Converting Document Collections

We’re now familiar with the power of OCR technology and we’re aware of the flexibility we have on the output side. But doesn’t it take a little extra when you have to convert large volumes of documents? Yes, it does, and “production OCR” provides the answer!

High-end OCR software combines the features of “basic” software (usually called “Pro” or “Corporate”) with extra functionality: think of user lexicons that “boost” the recognition accuracy further, the support of duplex scanners and high-end flatbed scanners (Canon, Fujitsu etc.).

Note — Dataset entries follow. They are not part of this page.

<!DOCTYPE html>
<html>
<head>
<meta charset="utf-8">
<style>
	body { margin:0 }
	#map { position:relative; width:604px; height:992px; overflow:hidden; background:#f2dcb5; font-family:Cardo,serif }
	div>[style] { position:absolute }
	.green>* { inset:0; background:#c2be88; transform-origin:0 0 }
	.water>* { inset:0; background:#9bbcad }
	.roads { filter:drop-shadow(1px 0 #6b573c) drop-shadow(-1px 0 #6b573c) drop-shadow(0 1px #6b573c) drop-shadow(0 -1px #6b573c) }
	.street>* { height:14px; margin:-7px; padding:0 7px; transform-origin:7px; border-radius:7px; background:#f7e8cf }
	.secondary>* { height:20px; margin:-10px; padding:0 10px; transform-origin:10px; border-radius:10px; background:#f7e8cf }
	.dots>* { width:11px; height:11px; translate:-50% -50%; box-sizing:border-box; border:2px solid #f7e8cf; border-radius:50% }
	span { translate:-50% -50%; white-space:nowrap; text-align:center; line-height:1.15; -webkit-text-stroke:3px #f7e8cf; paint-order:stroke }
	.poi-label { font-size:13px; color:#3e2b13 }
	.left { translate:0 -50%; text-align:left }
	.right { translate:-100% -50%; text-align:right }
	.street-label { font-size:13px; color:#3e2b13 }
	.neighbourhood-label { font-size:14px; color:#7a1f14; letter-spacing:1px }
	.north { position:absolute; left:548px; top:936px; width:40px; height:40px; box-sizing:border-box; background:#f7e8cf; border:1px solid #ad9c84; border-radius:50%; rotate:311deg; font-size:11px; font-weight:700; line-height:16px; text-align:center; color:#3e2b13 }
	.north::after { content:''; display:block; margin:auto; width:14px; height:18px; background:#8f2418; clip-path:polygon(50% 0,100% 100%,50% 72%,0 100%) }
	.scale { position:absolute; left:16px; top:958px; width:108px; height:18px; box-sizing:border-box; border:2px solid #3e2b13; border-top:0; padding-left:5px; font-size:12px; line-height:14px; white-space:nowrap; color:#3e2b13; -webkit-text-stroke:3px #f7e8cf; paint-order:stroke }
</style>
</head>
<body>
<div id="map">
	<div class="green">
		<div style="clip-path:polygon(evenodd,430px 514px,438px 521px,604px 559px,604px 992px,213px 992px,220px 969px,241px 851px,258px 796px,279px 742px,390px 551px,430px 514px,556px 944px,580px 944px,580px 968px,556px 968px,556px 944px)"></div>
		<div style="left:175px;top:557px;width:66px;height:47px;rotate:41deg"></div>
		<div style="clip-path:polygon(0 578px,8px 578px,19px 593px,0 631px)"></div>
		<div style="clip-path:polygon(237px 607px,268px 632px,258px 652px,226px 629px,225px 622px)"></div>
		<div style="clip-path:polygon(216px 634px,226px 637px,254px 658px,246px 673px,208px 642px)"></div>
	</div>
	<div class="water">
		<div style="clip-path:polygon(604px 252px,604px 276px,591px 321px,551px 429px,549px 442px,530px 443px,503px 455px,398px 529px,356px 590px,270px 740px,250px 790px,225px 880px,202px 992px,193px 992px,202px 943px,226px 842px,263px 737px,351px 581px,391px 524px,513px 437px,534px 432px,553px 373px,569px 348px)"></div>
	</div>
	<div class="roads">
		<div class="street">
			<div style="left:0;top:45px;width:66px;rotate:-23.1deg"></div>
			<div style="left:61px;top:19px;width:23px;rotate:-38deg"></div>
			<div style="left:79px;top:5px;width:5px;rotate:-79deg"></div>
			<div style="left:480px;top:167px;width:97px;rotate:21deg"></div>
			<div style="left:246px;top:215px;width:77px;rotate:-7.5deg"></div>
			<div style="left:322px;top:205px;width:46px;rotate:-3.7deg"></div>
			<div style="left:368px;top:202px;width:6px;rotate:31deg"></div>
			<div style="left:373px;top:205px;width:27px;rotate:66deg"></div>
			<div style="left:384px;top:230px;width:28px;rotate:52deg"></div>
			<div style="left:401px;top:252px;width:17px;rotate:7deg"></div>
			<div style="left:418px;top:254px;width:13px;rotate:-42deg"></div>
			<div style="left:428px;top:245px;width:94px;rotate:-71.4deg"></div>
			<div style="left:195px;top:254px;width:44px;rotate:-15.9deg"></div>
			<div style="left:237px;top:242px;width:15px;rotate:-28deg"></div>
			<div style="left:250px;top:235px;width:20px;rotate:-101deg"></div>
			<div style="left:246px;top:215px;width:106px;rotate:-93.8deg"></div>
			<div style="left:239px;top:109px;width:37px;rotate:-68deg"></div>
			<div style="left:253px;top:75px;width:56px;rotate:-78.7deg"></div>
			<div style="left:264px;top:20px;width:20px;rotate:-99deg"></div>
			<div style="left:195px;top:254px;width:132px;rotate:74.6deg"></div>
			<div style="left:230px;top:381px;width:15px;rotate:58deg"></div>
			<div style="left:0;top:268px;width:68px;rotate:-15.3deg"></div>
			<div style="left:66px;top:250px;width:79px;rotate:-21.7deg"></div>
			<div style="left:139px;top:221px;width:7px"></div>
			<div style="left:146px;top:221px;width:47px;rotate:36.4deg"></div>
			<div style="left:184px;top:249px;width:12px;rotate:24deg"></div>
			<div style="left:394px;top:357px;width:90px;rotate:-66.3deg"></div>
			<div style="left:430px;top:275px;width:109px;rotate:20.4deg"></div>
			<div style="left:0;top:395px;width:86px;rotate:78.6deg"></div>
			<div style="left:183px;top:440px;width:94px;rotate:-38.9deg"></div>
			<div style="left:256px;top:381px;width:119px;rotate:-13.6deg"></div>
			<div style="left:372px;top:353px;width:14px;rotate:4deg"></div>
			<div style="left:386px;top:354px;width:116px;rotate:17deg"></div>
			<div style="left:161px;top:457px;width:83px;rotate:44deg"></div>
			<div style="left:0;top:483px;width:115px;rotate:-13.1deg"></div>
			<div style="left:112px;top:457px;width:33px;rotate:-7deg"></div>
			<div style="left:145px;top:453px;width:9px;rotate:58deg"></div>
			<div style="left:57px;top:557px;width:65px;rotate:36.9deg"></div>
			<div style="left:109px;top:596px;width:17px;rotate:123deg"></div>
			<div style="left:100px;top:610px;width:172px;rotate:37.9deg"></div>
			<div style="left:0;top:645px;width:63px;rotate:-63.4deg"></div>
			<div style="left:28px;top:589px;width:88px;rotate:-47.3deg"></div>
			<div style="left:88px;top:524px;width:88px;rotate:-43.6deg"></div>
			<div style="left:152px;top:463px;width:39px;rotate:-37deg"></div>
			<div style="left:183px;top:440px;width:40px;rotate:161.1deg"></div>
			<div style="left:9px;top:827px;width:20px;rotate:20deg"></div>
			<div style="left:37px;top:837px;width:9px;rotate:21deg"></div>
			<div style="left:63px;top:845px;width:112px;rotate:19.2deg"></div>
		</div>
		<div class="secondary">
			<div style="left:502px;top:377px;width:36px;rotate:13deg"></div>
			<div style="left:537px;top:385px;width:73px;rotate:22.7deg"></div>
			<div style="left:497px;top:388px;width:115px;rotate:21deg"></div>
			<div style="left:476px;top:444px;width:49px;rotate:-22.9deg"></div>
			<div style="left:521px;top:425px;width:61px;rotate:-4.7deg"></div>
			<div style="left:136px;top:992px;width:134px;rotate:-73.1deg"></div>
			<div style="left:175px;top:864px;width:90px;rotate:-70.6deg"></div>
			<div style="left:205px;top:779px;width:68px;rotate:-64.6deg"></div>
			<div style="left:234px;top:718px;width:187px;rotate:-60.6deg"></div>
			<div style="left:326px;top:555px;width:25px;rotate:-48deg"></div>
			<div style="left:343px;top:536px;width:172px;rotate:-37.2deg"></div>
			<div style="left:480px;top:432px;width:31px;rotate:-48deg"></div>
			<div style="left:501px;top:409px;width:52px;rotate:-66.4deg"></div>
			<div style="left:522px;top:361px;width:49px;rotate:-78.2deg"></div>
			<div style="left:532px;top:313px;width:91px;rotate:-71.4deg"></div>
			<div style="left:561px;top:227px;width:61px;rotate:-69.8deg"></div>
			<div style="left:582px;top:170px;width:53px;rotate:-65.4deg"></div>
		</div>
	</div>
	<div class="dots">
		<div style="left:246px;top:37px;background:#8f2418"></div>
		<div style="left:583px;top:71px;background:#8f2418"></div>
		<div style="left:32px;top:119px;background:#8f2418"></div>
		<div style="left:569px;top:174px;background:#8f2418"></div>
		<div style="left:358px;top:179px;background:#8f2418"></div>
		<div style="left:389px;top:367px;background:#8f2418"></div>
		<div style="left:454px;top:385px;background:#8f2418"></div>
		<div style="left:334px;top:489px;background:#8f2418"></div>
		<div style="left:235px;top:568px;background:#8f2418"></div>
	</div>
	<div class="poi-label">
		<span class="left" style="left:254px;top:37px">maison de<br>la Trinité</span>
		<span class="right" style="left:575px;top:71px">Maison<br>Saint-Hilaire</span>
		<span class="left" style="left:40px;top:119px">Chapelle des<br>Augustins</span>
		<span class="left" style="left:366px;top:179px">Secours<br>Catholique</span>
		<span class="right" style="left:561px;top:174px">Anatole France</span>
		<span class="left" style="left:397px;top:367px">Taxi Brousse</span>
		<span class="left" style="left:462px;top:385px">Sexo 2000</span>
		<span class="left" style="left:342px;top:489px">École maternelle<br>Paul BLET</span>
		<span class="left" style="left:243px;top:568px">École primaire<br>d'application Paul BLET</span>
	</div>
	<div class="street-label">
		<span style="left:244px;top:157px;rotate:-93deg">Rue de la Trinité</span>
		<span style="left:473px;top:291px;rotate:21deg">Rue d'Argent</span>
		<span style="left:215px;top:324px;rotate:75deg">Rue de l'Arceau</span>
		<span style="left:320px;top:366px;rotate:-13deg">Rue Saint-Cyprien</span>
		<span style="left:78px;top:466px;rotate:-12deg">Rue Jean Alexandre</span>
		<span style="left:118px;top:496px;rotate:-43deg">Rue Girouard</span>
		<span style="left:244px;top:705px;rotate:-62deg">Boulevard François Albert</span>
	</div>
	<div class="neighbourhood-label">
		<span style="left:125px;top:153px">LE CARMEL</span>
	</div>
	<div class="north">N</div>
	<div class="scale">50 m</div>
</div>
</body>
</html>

But more important are advanced options for the saving of graphics and improved control over the Adobe Acrobat PDF output. When entire document collections get recaptured, the file size of your output becomes an issue. Can you select the color mode (color or black-and-white) of your graphics? Can you choose the resolution or determine the JPEG quality of the graphics? Can you save the images stored inside PDF files as JPEG 2000 images (generally speaking twice as compact as “normal” JPEG files)?

Image compression options of production OCR software       JPEG2000 compression options of production OCR software

When the recognized documents get posted on a web site as HTML files, you may want to reduce the graphics to screen resolution (72 dpi), for instance. Let’s give another example: you generate “image-text” PDF files with bilevel graphics: you store the images in Group 4 compressed TIFF files. But save the same scans as color images and you store JPEG files by default with a high (0.8) quality. Or as JPEG 2000 images for an optimal use of the available disk space…

Other than that, the “workflow” of production OCR is different: you’ll find such features as “batch OCR” and the use of a “watched folder”.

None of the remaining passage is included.